(PROBLEM TO WORK ON):
Determine the number of lines of the records below that include "bottom". Respond with the number and no other text.

Collected data:
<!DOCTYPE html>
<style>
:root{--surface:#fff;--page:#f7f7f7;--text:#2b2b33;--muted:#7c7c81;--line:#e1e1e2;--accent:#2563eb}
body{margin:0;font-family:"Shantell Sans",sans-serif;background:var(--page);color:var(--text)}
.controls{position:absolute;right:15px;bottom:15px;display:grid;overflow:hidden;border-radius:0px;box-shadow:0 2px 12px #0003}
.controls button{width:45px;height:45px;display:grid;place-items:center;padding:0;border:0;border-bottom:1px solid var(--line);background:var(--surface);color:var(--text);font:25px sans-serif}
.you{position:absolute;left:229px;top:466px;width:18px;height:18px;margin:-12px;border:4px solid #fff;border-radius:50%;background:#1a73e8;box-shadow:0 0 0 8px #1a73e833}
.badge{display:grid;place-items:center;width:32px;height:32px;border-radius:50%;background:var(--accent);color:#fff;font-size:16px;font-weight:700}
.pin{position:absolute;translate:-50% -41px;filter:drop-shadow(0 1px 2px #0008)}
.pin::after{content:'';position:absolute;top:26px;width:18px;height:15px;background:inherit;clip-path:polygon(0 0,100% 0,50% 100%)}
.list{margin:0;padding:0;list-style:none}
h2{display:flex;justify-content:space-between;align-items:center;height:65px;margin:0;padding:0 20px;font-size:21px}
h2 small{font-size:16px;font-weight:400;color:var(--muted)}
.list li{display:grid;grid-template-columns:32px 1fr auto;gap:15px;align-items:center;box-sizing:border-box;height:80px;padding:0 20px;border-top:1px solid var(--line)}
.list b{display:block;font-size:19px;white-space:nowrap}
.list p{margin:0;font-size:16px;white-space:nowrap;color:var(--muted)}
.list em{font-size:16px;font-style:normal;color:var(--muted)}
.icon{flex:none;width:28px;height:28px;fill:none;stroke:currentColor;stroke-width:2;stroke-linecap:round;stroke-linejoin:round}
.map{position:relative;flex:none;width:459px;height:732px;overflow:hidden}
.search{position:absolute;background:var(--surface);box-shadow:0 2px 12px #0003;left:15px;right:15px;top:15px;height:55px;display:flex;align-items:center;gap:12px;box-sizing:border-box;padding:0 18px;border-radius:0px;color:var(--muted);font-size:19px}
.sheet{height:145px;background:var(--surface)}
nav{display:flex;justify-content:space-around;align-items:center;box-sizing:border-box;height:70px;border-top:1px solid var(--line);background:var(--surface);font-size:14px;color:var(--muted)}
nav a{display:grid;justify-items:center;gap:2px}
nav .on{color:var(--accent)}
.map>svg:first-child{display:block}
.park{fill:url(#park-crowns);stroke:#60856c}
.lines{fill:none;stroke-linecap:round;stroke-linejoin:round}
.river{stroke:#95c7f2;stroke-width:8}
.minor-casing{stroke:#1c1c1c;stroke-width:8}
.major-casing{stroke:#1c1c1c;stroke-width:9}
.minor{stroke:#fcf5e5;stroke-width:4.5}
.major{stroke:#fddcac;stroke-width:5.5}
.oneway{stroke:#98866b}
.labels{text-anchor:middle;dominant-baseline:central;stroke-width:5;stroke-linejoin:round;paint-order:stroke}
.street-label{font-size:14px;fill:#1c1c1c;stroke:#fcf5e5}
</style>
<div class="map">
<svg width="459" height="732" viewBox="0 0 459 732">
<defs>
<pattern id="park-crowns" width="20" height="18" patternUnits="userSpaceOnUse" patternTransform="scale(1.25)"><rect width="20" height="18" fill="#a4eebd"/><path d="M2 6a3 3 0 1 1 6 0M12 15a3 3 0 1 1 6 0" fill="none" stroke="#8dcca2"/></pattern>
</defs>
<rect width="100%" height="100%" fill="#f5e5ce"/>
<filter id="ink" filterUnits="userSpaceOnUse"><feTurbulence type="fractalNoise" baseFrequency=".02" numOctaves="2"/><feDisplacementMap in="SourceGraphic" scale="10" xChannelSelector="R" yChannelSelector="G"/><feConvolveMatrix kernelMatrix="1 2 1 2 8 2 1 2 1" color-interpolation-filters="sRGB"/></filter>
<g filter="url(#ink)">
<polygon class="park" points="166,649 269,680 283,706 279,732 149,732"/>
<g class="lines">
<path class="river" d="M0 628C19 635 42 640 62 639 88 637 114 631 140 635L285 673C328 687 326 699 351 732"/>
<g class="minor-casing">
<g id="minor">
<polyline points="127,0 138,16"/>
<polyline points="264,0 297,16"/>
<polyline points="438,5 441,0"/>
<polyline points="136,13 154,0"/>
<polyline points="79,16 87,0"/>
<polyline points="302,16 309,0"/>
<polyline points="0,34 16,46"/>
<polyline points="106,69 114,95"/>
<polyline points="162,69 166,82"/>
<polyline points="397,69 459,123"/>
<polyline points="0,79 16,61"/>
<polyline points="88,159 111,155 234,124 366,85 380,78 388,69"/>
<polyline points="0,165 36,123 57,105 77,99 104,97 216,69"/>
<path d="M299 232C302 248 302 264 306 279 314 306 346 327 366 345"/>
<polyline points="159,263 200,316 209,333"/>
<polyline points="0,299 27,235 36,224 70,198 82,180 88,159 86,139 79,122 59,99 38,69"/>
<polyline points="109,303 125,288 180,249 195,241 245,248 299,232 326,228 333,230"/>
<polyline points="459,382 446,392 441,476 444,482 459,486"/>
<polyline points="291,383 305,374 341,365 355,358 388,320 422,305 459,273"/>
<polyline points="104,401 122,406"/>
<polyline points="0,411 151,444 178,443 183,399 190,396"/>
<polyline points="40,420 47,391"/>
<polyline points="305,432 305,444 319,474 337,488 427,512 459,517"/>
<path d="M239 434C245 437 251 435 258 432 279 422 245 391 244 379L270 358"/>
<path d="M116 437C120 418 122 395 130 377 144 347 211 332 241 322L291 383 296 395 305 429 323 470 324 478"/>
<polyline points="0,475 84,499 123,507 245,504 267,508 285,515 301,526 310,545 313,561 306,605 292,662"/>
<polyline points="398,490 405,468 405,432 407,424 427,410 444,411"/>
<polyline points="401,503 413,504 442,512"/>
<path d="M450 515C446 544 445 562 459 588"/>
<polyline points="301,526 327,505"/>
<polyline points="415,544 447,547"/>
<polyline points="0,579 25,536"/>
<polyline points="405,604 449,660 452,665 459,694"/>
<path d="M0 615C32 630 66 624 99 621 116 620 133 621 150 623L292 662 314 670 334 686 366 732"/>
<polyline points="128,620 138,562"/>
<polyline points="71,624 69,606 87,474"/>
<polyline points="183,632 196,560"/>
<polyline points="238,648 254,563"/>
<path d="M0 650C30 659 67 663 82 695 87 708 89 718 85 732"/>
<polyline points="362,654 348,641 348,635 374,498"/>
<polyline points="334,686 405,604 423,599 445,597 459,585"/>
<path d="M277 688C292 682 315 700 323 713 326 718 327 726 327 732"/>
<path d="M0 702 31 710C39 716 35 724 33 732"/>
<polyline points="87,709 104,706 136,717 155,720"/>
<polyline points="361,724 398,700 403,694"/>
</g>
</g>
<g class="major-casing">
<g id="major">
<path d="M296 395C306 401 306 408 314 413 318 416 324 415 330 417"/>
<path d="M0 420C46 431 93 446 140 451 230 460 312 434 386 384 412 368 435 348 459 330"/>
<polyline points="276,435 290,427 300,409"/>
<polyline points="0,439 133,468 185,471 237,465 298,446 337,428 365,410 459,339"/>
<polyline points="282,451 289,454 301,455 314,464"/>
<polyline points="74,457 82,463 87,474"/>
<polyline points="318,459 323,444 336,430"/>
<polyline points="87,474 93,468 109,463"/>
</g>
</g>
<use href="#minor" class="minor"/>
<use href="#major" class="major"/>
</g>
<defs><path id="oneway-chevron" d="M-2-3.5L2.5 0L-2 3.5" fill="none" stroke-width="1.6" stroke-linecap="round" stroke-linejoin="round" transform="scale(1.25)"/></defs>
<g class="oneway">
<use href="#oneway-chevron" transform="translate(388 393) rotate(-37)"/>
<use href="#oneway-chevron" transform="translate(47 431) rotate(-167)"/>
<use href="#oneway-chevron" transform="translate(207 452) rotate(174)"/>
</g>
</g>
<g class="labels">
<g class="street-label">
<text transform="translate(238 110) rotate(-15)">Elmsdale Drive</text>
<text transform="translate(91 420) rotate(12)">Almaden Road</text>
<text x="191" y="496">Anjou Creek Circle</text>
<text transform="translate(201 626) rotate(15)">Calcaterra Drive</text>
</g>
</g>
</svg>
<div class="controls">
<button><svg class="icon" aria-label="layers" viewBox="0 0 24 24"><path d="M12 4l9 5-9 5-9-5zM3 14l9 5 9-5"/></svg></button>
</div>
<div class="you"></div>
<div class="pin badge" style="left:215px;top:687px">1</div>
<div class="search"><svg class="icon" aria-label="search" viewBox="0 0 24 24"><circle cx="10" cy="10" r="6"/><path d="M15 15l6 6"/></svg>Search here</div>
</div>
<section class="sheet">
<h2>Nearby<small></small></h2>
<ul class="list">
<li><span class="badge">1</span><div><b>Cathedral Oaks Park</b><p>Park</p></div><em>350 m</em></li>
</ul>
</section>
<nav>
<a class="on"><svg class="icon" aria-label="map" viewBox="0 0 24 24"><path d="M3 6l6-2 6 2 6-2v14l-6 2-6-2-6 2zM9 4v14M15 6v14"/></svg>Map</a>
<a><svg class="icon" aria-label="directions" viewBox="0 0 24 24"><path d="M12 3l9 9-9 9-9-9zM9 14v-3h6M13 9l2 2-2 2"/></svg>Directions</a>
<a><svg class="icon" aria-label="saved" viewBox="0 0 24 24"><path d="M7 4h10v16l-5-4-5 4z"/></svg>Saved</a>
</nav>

(REPLY):
2